2. I separati appelli proposti dalla contribuente furono riuniti e decisi in senso a lei sfavorevole dalla Commissione tributaria regionale del Lazio.
I giudici regionali ritennero fittizia l’operazione di leasing, realizzata allo scopo di far detrarre l’Iva a L.M. s.r.l., mentre la simulata cedente si trasferiva all’estero e cessava la propria attività, sottraendosi così a tutti gli adempimenti fiscali dovuti in ragione della cessione; di qui la sussistenza di una fatturazione su operazioni inesistenti, idonea a generare in capo alla contribuente un credito di imposta nei confronti
dell’Amministrazione per assolvere ai propri debiti tributari, che giustificava il ricorso dell’Erario all’accertamento di tipo induttivo, in effetti utilizzato nella specie.
3. Avverso detta sentenza la società contribuente – successivamente posta in liquidazione, e della quale medio tempore è intervenuto il fallimento – ha proposto ricorso per cassazione affidato a nove motivi. L’Agenzia delle entrate ha resistito con controricorso.
Ragioni della decisione
1. Il primo motivo di ricorso denunzia omesso esame di un fatto controverso e decisivo per il giudizio.
La società contribuente si duole del fatto che la C.T.R. non abbia preso in considerazione gli elementi probatori da lei evidenziati al fine di escludere che vi fosse continuità nell’utilizzo dell’azienda fra le parti del contratto.
1.1. La censura è inammissibile ai sensi dell’art. 348-ter cod. proc. civ., vertendosi in fattispecie nella quale la ricorrente è risultata soccombente in entrambi i giudizi di merito, sulla base di statuizioni fondate sui medesimi rilievi in fatto, che hanno disatteso i diversi argomenti – sostanziali e probatori – da lei proposti.
2. Con il secondo motivo, denunziando violazione degli artt. 1414 e 2697 cod. civ., la ricorrente critica la sentenza impugnata nella parte in cui ha ritenuto la sussistenza di una simulazione assoluta della cessione del contratto di leasing.
Assume, al riguardo, che tale decisione sarebbe fondata sul solo ed obiettivo rilievo di un sostanziale collegamento fra le società parti del contratto, senza alcuna considerazione di ulteriori circostanze soggettive di segno contrario, in specie attinenti ai motivi economici dell’affare, e ciò quantunque la giurisprudenza di questa Corte evidenzi la necessità di tener conto, nell’ambito di tale verifica, anche di tali circostanze.

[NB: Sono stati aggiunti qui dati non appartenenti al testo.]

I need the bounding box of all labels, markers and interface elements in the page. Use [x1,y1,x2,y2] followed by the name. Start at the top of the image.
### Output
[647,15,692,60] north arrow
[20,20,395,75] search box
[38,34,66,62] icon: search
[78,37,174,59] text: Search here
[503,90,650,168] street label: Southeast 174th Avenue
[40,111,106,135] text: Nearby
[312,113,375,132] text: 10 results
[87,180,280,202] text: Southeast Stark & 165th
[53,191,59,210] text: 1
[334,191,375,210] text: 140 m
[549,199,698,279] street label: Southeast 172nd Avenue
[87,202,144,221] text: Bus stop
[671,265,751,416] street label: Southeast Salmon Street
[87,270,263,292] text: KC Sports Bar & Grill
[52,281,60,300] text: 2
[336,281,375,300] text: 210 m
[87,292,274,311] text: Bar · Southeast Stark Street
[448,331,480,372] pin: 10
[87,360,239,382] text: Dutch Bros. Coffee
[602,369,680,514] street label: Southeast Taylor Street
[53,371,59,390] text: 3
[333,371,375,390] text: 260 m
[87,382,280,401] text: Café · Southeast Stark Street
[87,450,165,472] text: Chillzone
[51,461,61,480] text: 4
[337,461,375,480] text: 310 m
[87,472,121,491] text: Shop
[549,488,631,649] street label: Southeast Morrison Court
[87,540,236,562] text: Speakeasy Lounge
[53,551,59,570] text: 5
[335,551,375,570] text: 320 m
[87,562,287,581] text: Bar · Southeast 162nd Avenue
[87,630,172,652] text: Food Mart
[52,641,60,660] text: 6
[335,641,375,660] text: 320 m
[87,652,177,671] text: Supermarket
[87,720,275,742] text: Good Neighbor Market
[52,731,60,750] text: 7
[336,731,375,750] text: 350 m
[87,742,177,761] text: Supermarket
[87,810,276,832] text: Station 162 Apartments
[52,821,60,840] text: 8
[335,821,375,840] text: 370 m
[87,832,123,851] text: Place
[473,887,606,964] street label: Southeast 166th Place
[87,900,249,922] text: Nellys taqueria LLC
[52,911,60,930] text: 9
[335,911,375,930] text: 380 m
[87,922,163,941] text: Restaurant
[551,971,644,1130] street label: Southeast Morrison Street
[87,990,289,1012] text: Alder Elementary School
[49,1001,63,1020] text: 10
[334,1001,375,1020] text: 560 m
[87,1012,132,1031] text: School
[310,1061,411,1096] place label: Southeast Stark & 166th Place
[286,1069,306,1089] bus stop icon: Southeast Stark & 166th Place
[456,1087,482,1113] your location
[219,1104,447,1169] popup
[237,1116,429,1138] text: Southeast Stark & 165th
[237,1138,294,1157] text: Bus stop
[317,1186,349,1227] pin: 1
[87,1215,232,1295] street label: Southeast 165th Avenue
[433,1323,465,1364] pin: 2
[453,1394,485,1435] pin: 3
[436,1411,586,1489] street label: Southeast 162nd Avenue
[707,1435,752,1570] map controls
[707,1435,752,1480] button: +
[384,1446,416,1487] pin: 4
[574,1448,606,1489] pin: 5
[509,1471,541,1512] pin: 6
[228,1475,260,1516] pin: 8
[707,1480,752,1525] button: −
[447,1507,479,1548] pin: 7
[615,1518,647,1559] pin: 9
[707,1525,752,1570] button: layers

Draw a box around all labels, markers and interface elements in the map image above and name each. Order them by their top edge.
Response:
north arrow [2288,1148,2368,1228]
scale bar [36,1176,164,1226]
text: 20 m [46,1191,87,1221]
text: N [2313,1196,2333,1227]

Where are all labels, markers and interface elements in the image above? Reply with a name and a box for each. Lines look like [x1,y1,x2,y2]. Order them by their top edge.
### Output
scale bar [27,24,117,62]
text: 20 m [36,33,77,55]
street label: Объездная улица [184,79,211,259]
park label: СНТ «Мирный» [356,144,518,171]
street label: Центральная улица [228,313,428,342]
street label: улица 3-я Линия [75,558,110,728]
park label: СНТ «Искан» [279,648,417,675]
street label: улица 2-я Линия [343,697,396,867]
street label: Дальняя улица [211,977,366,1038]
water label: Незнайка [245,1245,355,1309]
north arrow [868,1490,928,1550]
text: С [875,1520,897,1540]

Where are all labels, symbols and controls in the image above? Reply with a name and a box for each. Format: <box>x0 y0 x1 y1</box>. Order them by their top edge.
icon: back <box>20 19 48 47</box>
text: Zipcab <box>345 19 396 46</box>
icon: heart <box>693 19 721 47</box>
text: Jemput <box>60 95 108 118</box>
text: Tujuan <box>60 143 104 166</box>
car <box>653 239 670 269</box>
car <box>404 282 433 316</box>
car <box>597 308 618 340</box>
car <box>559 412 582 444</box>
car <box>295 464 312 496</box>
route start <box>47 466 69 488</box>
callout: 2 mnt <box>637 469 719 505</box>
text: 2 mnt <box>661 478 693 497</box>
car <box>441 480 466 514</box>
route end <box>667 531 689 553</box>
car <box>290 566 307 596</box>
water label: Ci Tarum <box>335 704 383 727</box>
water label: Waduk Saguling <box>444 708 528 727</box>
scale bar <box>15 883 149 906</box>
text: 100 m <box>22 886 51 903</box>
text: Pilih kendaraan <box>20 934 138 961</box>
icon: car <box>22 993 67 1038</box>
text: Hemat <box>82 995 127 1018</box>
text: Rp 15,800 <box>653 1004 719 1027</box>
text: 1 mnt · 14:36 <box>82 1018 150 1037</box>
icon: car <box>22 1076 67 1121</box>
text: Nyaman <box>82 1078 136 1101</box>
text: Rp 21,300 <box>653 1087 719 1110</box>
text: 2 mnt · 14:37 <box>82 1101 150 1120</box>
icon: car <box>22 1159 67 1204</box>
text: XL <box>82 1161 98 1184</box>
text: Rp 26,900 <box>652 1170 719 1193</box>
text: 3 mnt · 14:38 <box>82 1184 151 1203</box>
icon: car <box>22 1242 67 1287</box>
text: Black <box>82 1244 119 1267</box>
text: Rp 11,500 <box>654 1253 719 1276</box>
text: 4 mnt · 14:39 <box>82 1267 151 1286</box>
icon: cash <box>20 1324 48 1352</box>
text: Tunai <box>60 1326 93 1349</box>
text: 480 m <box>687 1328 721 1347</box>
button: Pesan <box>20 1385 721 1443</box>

Detto motivo può essere scrutinato unitamente al quinto, con il quale, denunziando violazione dell’art. 1414, commi primo e secondo, cod. civ., la ricorrente si duole del fatto che la C.T.R., pur essendo emerso che l’azienda ceduta in leasing era anche da lei sostanzialmente utilizzata, essendo conforme al suo oggetto sociale, abbia comunque ritenuto sussistere un’ipotesi di simulazione assoluta.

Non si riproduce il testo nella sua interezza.